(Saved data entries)
__________________________________________________

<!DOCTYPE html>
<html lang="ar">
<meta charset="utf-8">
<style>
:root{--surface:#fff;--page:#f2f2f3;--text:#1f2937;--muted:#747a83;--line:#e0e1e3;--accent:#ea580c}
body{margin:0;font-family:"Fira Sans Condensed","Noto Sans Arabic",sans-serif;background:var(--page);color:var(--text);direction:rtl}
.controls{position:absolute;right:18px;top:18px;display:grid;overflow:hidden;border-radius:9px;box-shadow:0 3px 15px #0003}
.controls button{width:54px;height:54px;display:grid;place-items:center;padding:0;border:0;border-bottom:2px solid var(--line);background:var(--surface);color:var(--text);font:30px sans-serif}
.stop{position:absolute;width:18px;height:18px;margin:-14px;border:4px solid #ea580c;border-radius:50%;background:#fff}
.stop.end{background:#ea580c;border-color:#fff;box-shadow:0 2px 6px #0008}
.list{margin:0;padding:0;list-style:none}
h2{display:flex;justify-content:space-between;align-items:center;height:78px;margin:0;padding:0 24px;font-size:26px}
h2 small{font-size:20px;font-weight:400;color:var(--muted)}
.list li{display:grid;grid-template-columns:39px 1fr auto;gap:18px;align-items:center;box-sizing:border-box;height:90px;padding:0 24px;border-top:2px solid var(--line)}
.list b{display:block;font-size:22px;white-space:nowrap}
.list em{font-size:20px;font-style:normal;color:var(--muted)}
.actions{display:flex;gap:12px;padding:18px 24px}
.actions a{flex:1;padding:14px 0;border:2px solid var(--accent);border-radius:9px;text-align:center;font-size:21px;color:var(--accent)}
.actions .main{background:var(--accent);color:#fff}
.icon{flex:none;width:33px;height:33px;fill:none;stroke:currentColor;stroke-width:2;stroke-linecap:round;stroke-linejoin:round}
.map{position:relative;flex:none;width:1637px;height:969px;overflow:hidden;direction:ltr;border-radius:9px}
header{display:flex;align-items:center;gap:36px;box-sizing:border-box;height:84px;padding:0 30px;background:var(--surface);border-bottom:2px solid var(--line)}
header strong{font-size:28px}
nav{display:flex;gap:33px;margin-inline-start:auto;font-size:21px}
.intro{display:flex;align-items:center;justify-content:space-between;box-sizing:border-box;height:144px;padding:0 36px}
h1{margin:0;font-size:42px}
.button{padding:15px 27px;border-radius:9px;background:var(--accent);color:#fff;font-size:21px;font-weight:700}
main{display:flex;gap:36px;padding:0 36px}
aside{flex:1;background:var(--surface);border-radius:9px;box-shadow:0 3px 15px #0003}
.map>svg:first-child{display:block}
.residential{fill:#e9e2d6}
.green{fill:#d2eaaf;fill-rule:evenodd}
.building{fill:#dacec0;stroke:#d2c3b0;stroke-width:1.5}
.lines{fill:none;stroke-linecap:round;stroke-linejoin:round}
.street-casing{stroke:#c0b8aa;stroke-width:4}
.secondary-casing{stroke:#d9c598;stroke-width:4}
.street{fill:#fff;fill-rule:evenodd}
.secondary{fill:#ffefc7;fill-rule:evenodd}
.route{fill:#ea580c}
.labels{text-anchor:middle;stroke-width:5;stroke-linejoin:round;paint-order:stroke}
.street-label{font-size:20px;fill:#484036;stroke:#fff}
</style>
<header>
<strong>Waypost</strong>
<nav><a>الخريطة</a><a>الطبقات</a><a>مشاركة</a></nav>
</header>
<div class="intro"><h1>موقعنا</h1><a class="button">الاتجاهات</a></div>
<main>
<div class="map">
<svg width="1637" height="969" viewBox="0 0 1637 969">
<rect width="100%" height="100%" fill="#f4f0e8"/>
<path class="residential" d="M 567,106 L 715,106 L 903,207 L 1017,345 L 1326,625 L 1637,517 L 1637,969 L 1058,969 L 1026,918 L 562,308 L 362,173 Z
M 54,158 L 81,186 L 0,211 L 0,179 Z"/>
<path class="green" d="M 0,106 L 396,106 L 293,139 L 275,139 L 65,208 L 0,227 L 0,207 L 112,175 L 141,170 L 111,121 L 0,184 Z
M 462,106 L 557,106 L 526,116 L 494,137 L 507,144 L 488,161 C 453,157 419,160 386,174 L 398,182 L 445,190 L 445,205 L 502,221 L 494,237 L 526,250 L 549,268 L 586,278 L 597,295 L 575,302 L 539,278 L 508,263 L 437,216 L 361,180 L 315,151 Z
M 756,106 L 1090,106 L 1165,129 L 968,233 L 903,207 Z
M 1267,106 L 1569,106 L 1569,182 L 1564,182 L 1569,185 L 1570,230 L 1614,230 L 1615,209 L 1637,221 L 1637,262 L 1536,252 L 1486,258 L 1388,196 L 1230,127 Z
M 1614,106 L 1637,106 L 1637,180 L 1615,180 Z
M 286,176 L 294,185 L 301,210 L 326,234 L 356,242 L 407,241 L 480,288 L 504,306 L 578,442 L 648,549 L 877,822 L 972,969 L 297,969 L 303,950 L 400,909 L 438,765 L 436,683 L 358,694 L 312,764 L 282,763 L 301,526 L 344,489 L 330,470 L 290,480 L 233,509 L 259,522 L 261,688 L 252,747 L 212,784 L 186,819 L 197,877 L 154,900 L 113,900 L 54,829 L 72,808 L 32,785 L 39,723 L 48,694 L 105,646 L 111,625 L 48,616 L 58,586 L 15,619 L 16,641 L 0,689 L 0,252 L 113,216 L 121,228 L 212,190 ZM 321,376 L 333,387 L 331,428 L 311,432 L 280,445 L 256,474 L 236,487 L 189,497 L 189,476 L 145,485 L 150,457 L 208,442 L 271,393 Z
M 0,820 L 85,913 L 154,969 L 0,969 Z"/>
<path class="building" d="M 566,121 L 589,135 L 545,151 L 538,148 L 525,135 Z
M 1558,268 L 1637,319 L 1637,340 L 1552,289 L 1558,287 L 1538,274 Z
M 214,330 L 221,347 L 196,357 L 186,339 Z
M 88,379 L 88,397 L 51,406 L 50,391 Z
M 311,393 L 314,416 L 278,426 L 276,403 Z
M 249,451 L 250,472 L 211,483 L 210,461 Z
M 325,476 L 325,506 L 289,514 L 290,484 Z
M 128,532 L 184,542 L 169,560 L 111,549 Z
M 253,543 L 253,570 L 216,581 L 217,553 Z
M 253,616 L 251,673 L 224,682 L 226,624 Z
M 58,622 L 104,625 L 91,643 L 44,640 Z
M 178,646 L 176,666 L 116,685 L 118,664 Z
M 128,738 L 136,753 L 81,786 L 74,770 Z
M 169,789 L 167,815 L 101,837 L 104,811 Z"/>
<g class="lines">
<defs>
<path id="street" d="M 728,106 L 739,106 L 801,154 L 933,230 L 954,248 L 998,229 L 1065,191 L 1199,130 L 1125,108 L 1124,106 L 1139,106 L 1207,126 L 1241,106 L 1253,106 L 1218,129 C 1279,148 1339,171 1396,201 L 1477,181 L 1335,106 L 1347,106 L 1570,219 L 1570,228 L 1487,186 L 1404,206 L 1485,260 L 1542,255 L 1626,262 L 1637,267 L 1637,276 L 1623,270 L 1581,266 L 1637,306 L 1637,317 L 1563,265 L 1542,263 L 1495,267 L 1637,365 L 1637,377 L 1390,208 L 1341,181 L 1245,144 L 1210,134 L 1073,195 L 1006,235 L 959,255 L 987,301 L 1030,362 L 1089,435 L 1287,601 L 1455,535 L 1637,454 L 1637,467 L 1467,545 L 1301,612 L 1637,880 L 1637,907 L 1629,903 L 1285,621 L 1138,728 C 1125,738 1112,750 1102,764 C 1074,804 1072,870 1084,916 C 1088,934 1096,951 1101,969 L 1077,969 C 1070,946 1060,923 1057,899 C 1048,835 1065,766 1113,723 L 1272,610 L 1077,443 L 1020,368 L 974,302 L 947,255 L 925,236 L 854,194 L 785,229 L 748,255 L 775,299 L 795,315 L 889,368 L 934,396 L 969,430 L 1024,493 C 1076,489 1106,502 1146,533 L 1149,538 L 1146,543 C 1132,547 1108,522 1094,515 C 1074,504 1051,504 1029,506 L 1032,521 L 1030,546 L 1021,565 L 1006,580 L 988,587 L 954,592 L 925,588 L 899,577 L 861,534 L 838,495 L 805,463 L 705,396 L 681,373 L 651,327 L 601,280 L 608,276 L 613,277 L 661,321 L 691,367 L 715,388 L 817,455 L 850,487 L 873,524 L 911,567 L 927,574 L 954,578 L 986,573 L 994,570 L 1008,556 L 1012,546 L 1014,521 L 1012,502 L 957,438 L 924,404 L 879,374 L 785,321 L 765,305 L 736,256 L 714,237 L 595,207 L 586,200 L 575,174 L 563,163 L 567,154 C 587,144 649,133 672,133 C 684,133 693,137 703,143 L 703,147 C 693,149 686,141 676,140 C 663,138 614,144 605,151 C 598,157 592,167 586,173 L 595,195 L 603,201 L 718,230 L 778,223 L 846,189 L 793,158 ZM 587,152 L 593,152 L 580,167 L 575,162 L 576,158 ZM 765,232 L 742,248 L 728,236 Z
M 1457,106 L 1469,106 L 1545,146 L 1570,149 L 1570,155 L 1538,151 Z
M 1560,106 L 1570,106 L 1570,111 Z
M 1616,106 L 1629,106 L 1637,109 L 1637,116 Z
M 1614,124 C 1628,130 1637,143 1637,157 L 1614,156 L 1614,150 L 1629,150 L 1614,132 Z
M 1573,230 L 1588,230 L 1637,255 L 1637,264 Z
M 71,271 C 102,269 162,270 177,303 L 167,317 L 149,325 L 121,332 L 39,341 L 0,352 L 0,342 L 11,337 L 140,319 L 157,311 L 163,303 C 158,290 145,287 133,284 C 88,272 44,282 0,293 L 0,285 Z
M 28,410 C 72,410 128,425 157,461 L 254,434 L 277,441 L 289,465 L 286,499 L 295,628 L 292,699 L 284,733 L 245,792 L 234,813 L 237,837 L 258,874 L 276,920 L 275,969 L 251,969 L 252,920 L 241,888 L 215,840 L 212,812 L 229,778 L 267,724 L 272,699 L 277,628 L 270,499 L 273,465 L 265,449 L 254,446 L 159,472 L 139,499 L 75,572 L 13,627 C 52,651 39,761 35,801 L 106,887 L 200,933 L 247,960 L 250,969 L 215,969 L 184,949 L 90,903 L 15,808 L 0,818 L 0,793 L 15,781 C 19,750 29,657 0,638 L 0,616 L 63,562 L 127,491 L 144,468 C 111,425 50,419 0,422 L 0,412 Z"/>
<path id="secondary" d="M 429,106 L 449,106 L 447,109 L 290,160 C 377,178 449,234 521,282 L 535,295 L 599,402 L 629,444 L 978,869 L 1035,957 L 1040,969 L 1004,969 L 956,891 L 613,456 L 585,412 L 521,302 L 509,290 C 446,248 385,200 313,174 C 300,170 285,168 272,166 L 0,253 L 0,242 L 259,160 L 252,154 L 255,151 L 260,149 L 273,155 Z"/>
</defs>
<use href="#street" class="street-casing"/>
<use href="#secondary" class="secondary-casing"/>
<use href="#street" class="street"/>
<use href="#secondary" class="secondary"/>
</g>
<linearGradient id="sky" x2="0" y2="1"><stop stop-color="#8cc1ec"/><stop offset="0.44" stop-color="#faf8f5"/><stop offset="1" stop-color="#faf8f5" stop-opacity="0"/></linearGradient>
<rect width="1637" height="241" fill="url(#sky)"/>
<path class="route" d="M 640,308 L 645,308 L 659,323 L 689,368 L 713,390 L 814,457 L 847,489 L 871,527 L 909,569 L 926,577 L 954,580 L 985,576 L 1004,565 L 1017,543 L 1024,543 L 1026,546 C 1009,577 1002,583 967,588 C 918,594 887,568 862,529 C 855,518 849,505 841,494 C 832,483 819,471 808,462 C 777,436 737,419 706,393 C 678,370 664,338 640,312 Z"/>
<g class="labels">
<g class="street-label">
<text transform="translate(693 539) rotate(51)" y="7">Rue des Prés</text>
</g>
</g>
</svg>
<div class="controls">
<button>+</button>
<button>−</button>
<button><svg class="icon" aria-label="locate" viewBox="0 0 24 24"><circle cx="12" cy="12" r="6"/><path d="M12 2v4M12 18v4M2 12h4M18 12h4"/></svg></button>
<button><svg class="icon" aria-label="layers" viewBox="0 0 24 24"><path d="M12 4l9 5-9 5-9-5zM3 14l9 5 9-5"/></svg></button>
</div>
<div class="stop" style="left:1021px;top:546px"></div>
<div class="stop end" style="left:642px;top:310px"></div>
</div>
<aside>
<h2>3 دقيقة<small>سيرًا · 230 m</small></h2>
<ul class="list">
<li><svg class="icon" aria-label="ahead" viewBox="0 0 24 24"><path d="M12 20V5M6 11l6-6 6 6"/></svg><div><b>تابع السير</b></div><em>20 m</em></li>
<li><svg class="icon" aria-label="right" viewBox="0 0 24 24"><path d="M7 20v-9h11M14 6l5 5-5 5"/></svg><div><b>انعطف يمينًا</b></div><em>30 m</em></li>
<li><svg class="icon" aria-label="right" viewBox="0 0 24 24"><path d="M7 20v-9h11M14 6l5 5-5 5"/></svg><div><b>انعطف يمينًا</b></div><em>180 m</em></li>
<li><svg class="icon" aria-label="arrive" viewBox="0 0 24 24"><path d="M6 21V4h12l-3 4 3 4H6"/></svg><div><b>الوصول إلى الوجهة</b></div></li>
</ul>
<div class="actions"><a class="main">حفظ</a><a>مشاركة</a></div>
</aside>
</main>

__________________________________________________

• Directions for this task: Report all lines of the data that include the word "casing".

• Result:
.street-casing{stroke:#c0b8aa;stroke-width:4}
.secondary-casing{stroke:#d9c598;stroke-width:4}
<use href="#street" class="street-casing"/>
<use href="#secondary" class="secondary-casing"/>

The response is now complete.